Persistent GKE Metrics Agent Errors Following Manual Upgrade to 1.26.5-gke.1200

ethansq · June 22, 2023, 4:57pm

Hello,

I recently upgraded both the cluster and node pool manually on my GKE instance. Since the upgrade, the gke-metrics-agent has been consistently logging errors when attempting to scrape the gpu-maintenance-handler?
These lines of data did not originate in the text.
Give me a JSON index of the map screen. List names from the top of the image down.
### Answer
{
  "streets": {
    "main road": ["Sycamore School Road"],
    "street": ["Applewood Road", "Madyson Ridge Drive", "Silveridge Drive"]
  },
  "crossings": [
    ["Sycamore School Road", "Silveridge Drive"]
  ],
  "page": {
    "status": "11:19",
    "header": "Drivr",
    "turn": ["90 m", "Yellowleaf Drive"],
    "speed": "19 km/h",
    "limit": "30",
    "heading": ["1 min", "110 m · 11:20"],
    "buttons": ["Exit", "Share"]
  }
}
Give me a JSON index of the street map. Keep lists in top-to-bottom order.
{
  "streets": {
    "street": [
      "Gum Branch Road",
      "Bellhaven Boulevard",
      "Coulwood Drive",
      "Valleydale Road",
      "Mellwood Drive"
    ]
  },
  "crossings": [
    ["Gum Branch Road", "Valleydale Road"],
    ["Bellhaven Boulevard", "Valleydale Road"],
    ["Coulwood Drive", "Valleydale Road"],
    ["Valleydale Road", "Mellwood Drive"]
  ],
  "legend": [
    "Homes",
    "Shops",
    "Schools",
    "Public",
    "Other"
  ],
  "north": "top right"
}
This is particularly strange since none of the workloads are using GPU.

Previous Version: 1.25.8-gke**.1000**
Current Version: 1.26.5-gke.1200

These errors did not appear in the log history prior to the upgrade, and I have not identified any performance issues or disruptions associated with them.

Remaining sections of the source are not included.